Records for this exercise>
──────

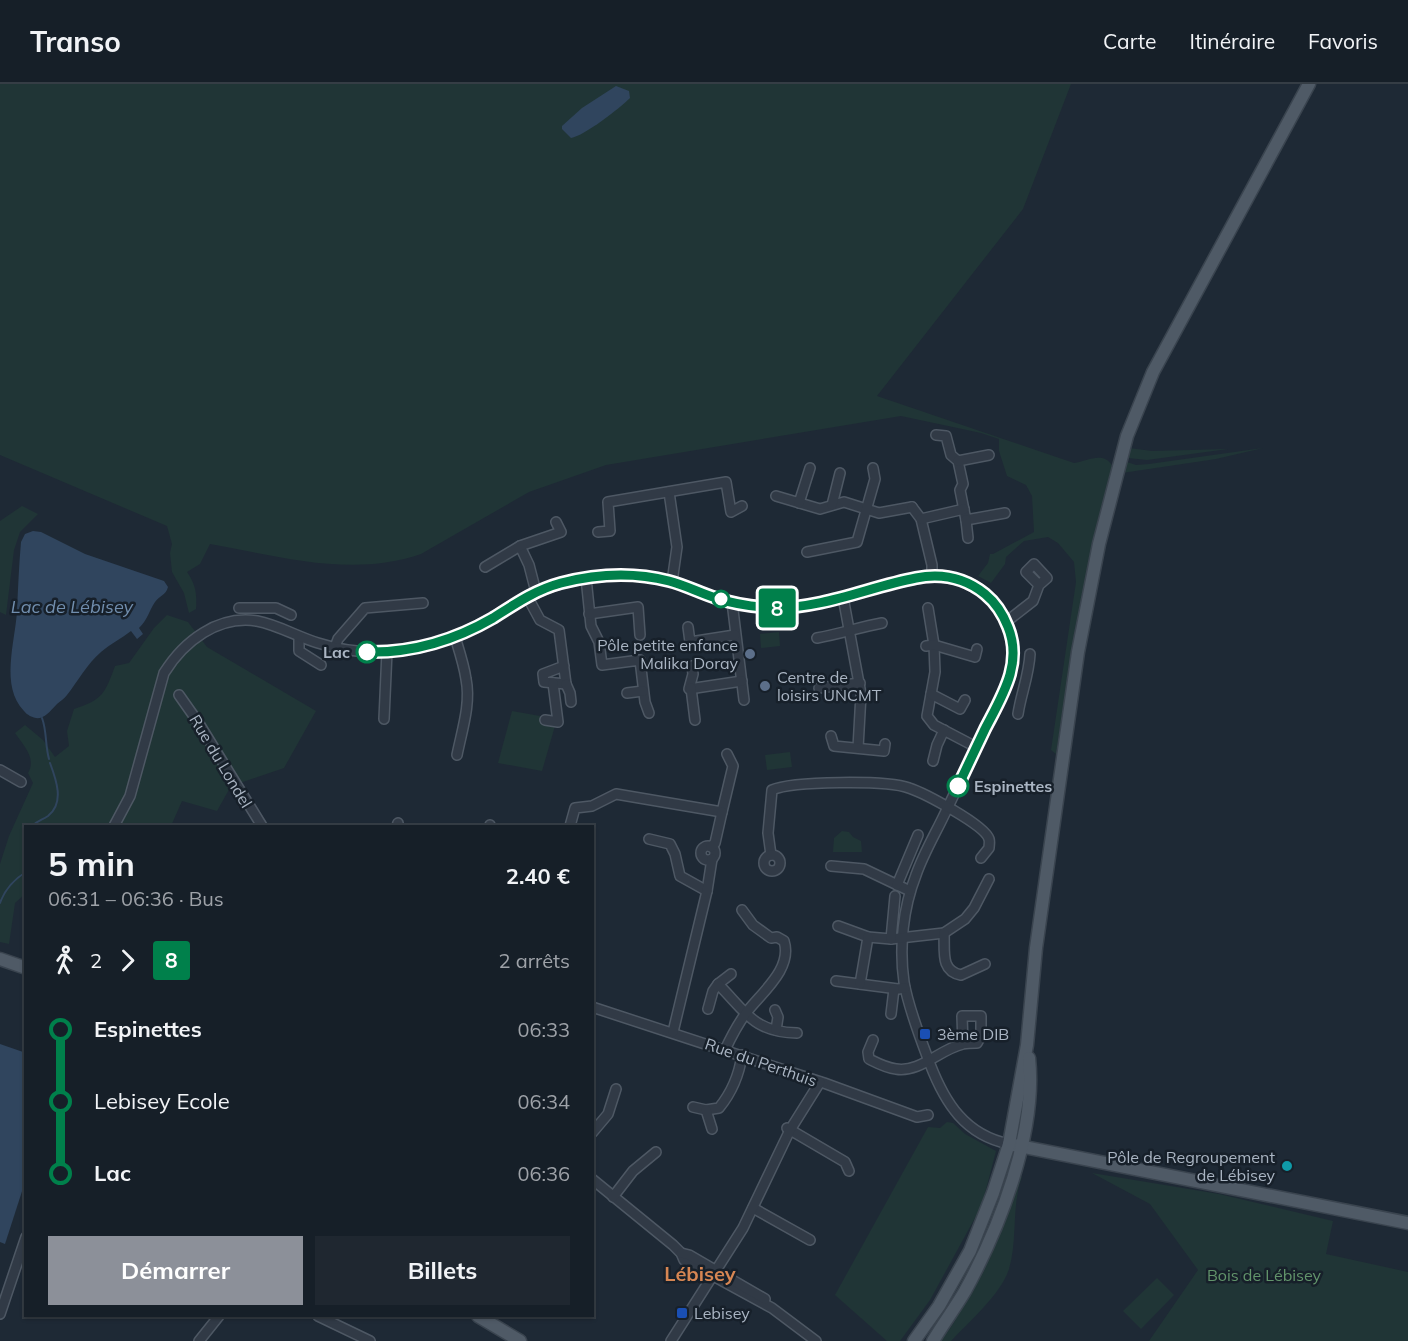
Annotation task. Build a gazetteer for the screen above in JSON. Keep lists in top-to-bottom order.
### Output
{
  "streets": {
    "street": ["Rue du Londel", "Rue du Perthuis"]
  },
  "districts": ["Lébisey"],
  "water": ["Lac de Lébisey"],
  "parks": ["Bois de Lébisey"],
  "places": {
    "other": [
      "Lac",
      "Pôle petite enfance Malika Doray",
      "Centre de loisirs UNCMT",
      "Espinettes",
      "Pôle de Regroupement de Lébisey"
    ],
    "transit": ["3ème DIB", "Lebisey"]
  },
  "lines": ["bus line 8"],
  "page": {
    "header": "Transo",
    "nav": ["Carte", "Itinéraire", "Favoris"],
    "on_map": "8",
    "heading": ["5 min", "06:31 – 06:36 · Bus", "2.40 €"],
    "legs": ["2", "8", "2 arrêts"],
    "list": [
      {
        "name": "Espinettes",
        "value": "06:33"
      },
      {
        "name": "Lebisey Ecole",
        "value": "06:34"
      },
      {
        "name": "Lac",
        "value": "06:36"
      }
    ],
    "buttons": ["Démarrer", "Billets"]
  }
}
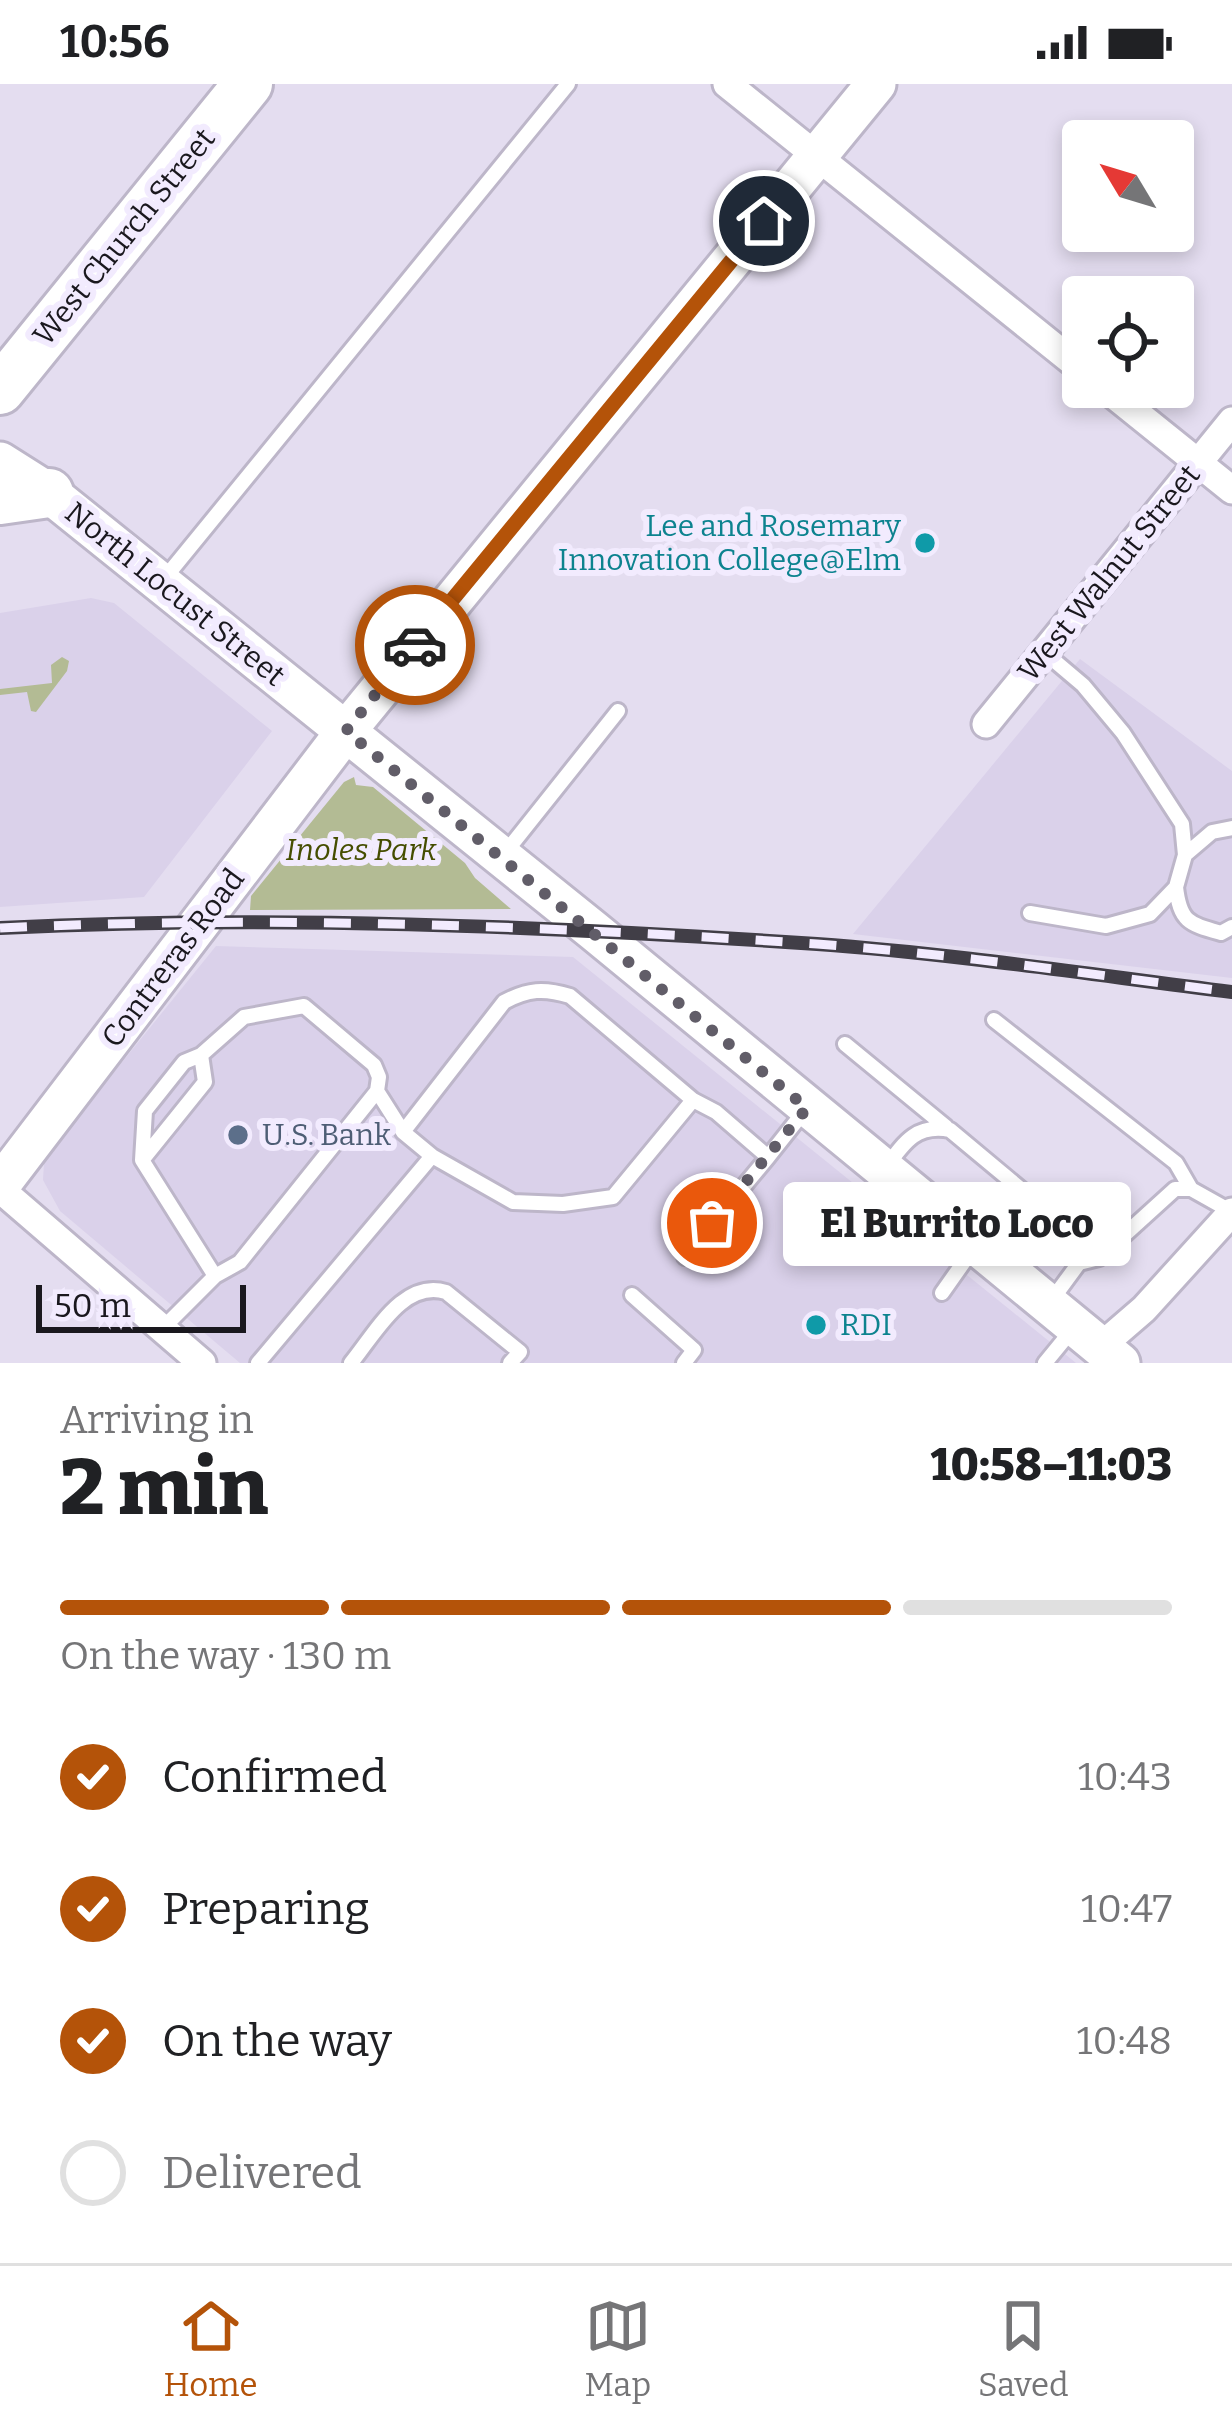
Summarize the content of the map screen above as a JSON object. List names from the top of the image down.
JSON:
{
  "streets": {
    "highway": ["West Church Street"],
    "street": ["West Walnut Street", "North Locust Street", "Contreras Road"]
  },
  "crossings": [
    ["North Locust Street", "Contreras Road"]
  ],
  "parks": ["Inoles Park"],
  "places": [
    "Lee and Rosemary Innovation College@Elm",
    "U.S. Bank",
    "El Burrito Loco",
    "RDI"
  ],
  "scale_bar": "50 m",
  "north": "top left",
  "page": {
    "status": "10:56",
    "bubble": "El Burrito Loco",
    "scale": "50 m",
    "heading": ["2 min", "Arriving in", "10:58–11:03"],
    "bar": "On the way · 130 m",
    "list": [
      ["Confirmed", "10:43"],
      ["Preparing", "10:47"],
      ["On the way", "10:48"],
      "Delivered"
    ],
    "tabs": ["Home", "Map", "Saved"]
  }
}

──────

Your task> Number of lines above that include "heading": state it and nothing else.

Output of the task> 2